Welcome to MilkyWay@home

Posts by Keith Myers

41) Message boards : Number crunching : ATI RX 580 GPU crunching? (Message 75185)
Posted 22 Mar 2023 by Profile Keith Myers
Post:
Yes, the MW Separation app is rather poorly optimized. It won't use very much of the gpu at all at any time. It begs running at least 2X on the card to get the gpu utilization up closer to 90%. 2X for Nvidia cards is about max becase of how the Nvidia drivers have to virtualize their OpenCL component to run the Separation app.

AMD or ATI cards OTOH, typically can run at least 4X or maybe 5X depending on how much memory the card has. The app doesn't really use all that much memory. I don't have any running currently to tell you exactly how much the app uses. I remember its about 1.6GB I think but don't quote me.
42) Questions and Answers : Unix/Linux : Problem switching from Windows to Ubuntu: ROCm question (Message 75182)
Posted 22 Mar 2023 by Profile Keith Myers
Post:
I know that AMD cards are a pain to work with, but are aware of this set of gpu utilities focused primarily on AMD cards? Would give you fan and clock control for one thing and some great displays of card info and graphs.

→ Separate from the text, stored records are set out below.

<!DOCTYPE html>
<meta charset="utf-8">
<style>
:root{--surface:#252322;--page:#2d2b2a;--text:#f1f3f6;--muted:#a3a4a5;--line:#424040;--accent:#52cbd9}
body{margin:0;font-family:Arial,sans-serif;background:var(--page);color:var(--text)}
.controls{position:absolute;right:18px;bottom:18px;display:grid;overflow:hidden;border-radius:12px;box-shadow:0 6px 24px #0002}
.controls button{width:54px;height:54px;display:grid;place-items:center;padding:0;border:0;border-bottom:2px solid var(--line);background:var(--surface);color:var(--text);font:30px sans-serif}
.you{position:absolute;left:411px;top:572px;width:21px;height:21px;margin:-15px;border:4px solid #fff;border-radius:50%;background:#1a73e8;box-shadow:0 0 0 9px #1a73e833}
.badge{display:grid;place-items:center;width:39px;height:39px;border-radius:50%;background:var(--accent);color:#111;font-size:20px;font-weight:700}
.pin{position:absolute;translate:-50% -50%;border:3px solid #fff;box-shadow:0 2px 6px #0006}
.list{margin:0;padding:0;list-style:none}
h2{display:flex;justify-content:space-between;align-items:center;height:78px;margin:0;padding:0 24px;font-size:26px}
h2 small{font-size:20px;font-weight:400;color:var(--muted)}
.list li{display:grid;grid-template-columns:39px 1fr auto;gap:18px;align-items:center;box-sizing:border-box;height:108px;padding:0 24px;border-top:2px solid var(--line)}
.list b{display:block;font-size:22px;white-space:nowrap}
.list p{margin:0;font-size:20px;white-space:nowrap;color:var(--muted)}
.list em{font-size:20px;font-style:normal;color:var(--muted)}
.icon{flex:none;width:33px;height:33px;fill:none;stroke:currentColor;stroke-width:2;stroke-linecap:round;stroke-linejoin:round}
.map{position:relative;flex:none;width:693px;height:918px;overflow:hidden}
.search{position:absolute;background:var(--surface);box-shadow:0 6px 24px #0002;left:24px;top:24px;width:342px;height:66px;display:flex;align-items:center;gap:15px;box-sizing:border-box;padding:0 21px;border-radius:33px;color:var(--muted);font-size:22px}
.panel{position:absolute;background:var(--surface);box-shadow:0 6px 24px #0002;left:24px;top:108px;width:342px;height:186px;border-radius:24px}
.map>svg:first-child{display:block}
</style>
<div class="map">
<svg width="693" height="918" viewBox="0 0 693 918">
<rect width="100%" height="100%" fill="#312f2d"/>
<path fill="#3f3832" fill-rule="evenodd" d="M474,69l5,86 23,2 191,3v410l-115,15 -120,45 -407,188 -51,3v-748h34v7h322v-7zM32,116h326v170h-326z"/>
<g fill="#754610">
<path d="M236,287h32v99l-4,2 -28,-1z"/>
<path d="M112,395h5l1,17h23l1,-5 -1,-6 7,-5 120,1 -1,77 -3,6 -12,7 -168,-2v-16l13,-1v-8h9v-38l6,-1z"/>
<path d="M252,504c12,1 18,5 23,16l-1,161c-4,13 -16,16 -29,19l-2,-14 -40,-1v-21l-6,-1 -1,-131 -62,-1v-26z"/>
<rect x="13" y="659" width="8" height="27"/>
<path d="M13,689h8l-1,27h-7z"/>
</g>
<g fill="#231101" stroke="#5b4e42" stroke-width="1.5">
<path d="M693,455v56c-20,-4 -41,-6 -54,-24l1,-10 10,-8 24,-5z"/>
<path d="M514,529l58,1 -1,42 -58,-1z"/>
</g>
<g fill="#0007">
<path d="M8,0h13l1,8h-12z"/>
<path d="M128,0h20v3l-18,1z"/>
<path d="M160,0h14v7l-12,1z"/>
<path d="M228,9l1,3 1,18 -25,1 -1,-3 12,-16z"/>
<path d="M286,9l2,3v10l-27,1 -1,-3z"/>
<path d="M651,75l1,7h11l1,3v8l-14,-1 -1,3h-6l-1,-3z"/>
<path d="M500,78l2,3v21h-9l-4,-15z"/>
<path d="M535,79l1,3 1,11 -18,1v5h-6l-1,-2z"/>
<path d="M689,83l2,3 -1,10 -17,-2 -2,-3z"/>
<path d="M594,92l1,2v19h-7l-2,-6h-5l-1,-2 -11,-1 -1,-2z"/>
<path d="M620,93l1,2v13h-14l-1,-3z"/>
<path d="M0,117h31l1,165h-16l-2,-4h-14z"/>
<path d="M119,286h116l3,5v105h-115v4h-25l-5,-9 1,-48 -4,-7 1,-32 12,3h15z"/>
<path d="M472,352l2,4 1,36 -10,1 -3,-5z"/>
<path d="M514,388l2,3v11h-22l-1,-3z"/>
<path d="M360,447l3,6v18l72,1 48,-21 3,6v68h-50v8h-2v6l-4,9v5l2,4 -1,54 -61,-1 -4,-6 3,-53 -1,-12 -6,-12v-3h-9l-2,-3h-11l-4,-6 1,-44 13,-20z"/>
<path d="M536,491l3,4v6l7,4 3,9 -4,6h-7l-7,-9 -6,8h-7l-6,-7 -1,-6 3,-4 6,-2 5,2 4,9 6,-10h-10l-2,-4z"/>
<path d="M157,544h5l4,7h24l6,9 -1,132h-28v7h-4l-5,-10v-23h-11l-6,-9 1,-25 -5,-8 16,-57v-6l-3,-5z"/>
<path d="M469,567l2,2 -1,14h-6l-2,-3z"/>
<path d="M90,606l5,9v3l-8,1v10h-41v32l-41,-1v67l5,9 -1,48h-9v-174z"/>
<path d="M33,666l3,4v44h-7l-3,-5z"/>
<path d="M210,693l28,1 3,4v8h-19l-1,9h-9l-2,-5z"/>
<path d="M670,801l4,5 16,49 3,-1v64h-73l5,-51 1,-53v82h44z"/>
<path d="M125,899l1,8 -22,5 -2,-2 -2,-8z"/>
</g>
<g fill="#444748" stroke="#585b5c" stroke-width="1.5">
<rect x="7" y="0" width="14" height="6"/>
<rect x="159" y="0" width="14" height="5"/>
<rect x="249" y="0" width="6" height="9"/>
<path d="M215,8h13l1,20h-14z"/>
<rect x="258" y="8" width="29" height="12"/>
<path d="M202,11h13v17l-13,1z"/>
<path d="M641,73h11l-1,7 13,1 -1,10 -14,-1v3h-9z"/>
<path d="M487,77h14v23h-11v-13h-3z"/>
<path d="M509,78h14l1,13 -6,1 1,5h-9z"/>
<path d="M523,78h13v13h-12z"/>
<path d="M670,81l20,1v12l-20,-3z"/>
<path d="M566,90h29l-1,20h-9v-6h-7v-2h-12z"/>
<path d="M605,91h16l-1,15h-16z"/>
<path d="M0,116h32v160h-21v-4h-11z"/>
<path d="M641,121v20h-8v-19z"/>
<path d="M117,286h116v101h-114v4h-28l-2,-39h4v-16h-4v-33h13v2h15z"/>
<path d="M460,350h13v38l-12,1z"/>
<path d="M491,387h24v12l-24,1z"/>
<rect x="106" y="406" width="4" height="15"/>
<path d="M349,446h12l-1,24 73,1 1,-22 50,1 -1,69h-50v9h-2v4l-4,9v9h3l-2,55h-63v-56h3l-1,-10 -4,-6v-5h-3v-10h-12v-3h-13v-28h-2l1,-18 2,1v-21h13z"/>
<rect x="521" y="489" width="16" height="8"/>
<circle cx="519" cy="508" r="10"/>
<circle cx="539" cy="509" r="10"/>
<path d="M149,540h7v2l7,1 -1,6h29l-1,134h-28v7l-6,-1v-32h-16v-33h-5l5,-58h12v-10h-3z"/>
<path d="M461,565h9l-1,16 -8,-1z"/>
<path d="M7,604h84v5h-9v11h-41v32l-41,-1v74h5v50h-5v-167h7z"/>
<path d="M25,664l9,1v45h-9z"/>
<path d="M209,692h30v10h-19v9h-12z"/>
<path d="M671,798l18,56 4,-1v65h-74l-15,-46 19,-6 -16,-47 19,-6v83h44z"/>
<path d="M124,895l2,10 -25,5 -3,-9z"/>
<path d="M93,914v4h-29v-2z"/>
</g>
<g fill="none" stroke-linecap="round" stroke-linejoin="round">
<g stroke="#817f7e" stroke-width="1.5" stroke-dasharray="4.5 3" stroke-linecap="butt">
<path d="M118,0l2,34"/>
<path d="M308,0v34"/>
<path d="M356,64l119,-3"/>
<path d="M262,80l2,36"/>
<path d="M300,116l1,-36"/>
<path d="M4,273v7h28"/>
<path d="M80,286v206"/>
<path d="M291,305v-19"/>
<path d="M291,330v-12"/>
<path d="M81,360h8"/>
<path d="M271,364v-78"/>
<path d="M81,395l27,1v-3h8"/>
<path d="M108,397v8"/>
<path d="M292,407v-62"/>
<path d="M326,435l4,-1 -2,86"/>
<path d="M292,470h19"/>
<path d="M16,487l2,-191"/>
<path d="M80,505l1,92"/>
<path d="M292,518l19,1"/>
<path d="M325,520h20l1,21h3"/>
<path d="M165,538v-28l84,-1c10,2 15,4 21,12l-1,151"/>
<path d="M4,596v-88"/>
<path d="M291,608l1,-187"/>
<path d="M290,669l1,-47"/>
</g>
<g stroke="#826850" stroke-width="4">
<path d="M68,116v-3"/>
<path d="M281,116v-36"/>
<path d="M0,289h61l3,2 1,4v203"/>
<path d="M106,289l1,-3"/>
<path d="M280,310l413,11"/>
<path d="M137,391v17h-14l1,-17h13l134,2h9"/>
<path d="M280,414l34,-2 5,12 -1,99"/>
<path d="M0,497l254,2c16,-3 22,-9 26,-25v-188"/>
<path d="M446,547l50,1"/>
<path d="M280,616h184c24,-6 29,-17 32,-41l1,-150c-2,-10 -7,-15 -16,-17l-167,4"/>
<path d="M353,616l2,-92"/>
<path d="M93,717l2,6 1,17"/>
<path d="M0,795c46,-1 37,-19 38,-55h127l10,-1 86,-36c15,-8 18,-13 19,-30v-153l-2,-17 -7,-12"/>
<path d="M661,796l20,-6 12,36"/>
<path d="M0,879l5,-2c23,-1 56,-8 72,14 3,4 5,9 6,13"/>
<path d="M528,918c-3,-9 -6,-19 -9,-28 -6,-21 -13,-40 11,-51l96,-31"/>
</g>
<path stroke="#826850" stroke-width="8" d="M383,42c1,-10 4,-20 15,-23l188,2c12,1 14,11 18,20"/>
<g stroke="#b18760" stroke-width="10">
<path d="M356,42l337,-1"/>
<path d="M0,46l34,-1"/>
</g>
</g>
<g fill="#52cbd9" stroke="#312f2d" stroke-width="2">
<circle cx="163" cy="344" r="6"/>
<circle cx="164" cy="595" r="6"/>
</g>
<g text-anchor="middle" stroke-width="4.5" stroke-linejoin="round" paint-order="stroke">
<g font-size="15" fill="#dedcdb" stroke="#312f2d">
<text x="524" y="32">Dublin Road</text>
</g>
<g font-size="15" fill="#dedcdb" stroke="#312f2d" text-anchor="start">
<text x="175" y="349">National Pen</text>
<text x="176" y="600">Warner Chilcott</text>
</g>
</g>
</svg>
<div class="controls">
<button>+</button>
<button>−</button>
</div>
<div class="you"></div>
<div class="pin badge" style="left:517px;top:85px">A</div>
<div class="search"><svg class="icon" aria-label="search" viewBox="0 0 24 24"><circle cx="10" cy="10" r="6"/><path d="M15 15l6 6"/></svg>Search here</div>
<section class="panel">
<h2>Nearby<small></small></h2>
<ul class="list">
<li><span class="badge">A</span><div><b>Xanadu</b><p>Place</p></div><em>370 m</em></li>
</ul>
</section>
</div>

https://github.com/Ricks-Lab/gpu-utils

I've helped the developer out extensively on its ability to work on Nvidia cards also.
43) Questions and Answers : Unix/Linux : Problem switching from Windows to Ubuntu: ROCm question (Message 75171)
Posted 20 Mar 2023 by Profile Keith Myers
Post:
I haven't heard of anybody being able to use those mining motherboards efficiently for BOINC crunching. The 1X slots are just too restrictive.
44) Questions and Answers : Preferences : milkyway_separation 1.46 Linux x86_64 double OpenCL (Message 75170)
Posted 20 Mar 2023 by Profile Keith Myers
Post:
You can always look in your client_state.xml file for the app_name.
45) Questions and Answers : Windows : task is running infinite like in a loop (Message 75161)
Posted 16 Mar 2023 by Profile Keith Myers
Post:
The N-body tasks prefer to utilize all your cpu at all times. So if you are trying to run other cpu tasks or using your computer for other things at the same time, the tasks can stall out as you've noticed.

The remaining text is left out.